OpenAI provides a bug bounty for finding and reporting vulnerabilities in its AI services, including ChatGPT. Reports can be submitted via Bugcrowd for $200 for “low-severity findings” to $20,000 for “exceptional discoveries.”
The bounty excludes jailbreaking ChatGPT or making it generate harmful code or content. “Issues related to the content of model prompts and responses are strictly out of scope, and will not be rewarded,” reads OpenAI’s Bugcrowd website.

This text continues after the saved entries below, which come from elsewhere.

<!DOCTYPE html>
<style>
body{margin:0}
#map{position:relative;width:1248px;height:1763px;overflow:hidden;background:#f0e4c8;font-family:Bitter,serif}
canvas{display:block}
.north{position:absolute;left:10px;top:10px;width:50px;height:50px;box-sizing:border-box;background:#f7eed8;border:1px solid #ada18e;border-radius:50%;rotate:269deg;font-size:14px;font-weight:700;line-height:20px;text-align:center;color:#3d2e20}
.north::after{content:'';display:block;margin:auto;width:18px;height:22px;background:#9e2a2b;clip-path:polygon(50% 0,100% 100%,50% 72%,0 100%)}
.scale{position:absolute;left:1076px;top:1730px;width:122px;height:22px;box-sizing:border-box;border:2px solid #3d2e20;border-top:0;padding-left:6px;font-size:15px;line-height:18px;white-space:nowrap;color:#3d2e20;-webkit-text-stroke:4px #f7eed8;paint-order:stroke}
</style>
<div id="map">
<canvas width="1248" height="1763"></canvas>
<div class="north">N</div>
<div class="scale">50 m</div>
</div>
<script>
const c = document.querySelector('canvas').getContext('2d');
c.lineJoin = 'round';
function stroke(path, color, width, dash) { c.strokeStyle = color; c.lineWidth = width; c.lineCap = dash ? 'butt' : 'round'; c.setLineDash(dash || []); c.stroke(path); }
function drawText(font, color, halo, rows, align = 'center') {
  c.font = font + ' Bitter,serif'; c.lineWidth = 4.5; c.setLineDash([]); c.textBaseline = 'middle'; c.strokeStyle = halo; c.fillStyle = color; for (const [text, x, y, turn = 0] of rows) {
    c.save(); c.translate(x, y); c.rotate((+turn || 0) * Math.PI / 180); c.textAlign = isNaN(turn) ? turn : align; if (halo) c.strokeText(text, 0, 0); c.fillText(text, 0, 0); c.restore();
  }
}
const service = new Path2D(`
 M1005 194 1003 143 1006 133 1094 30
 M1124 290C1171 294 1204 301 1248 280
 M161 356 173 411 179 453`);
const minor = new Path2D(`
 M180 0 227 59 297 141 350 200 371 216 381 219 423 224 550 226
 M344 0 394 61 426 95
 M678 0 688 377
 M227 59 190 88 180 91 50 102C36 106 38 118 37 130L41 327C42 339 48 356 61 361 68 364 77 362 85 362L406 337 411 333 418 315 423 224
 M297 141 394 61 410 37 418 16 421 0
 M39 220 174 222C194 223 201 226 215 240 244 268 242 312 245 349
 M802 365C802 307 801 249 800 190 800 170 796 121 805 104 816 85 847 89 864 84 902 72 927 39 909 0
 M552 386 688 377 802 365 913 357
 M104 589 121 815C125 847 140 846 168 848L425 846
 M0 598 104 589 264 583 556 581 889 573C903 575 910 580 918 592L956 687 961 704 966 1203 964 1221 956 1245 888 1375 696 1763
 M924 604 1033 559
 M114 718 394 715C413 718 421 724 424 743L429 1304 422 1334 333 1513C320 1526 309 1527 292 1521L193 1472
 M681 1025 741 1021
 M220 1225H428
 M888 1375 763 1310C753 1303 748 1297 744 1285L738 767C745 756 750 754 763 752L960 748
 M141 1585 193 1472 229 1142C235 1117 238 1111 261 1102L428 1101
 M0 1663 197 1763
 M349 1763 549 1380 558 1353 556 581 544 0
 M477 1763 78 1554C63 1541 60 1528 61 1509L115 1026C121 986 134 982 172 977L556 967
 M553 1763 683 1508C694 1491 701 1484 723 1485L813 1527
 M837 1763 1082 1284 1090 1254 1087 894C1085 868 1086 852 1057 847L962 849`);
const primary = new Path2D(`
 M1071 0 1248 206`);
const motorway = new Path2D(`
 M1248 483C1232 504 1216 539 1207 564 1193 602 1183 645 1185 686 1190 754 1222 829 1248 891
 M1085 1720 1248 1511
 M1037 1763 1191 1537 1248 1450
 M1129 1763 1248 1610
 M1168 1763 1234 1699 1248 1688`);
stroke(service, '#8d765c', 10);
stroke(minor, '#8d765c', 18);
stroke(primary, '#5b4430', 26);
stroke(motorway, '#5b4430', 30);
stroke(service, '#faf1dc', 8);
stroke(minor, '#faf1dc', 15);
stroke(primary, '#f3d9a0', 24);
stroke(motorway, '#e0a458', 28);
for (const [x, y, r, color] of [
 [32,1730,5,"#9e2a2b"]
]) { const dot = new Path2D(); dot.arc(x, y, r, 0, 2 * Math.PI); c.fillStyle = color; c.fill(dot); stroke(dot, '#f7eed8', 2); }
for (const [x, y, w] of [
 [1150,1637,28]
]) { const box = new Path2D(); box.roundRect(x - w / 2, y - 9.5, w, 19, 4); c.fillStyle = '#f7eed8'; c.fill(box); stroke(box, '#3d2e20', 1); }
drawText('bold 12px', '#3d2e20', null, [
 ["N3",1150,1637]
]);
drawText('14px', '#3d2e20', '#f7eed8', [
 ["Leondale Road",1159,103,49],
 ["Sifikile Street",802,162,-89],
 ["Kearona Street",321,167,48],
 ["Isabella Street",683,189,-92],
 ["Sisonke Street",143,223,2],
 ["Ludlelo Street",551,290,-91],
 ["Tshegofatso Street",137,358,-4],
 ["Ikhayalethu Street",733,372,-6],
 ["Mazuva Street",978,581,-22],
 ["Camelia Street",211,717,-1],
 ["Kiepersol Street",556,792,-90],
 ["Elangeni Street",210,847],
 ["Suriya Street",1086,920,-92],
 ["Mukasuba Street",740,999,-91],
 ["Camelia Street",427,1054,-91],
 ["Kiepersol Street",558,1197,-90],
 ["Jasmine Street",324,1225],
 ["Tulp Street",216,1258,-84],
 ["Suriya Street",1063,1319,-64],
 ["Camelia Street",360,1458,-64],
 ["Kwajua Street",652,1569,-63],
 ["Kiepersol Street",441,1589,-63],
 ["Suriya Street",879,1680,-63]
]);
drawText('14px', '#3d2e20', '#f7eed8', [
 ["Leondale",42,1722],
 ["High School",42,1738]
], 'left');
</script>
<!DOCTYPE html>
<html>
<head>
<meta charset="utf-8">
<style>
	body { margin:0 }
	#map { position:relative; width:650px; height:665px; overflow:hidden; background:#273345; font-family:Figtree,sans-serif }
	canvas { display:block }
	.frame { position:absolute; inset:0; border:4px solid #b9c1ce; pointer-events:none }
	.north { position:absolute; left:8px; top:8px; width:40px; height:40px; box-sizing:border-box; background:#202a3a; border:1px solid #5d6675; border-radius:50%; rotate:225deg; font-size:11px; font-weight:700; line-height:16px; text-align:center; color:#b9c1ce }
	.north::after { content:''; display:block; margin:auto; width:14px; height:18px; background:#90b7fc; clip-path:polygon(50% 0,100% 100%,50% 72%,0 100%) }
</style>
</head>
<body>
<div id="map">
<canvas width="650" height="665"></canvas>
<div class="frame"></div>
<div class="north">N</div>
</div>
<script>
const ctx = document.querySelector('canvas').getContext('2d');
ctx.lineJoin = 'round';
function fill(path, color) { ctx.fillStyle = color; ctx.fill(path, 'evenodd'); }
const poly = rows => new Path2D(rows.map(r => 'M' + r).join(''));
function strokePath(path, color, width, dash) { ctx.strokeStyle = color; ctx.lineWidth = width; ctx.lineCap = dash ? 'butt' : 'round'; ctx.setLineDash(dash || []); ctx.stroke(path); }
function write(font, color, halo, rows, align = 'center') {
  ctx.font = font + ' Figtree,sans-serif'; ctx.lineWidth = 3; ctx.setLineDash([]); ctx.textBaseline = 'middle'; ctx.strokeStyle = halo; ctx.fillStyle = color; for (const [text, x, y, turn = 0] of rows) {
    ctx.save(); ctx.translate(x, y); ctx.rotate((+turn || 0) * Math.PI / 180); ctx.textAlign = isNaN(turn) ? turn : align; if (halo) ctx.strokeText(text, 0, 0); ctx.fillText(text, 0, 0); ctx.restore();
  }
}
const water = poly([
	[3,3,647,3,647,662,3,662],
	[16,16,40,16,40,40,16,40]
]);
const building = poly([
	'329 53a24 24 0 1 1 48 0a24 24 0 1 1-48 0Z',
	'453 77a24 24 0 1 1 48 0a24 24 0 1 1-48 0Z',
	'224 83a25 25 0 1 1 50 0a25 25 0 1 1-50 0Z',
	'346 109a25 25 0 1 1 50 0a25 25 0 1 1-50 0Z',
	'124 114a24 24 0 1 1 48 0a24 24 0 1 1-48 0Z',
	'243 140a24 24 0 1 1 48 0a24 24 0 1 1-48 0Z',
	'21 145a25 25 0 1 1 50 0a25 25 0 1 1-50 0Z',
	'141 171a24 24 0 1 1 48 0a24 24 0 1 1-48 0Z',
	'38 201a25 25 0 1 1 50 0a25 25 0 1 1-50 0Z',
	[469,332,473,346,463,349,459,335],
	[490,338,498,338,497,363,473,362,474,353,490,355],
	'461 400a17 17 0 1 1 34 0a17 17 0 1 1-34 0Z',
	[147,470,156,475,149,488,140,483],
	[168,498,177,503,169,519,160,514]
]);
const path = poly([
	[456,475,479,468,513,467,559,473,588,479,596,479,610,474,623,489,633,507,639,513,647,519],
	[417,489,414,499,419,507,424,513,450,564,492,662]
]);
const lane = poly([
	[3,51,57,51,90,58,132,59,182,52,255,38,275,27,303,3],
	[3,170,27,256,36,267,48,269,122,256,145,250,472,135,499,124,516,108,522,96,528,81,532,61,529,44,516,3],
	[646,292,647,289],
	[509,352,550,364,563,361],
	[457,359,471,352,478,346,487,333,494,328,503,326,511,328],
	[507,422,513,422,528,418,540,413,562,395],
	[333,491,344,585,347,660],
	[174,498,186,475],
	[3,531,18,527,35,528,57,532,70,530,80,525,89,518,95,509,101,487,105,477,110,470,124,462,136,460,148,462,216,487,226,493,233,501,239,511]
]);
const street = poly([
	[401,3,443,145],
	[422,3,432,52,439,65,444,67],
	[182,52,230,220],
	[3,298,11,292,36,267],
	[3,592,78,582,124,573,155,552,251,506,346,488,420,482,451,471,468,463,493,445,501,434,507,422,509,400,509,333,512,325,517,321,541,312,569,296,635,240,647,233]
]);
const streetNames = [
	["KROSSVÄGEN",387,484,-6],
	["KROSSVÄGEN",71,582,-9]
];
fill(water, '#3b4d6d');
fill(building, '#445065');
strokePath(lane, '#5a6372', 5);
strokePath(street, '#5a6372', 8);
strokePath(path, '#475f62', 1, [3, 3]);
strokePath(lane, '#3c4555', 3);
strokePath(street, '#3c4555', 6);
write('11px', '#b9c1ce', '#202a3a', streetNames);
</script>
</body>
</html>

Jailbreaking ChatGPT frequently entails entering complex scenarios to evade its safety controls. For example, these may involve encouraging the chatbot to act as its “evil twin” to elicit restricted answers like hate speech or weapon-making instructions.
“Model safety issues do not fit well within a bug bounty program, as they are not individual, discrete bugs that can be directly fixed,” OpenAI argues. “Addressing these issues often involves substantial research and a broader approach,” the business says. Report such concerns on its model feedback website.
Jailbreaks show the larger weaknesses of AI systems, although they may not directly affect OpenAI as much as typical security failures. For example, last month, rez0 revealed 80 “secret plugins” for the ChatGPT API, unpublished or experimental chatbot add-ons. The vulnerability was patched a day after Rez0 tweeted about it.
One user commented on the tweet thread: “If they only had a paid #BugBounty program – I’m certain the crowd could help them catch these edge-cases in the future.”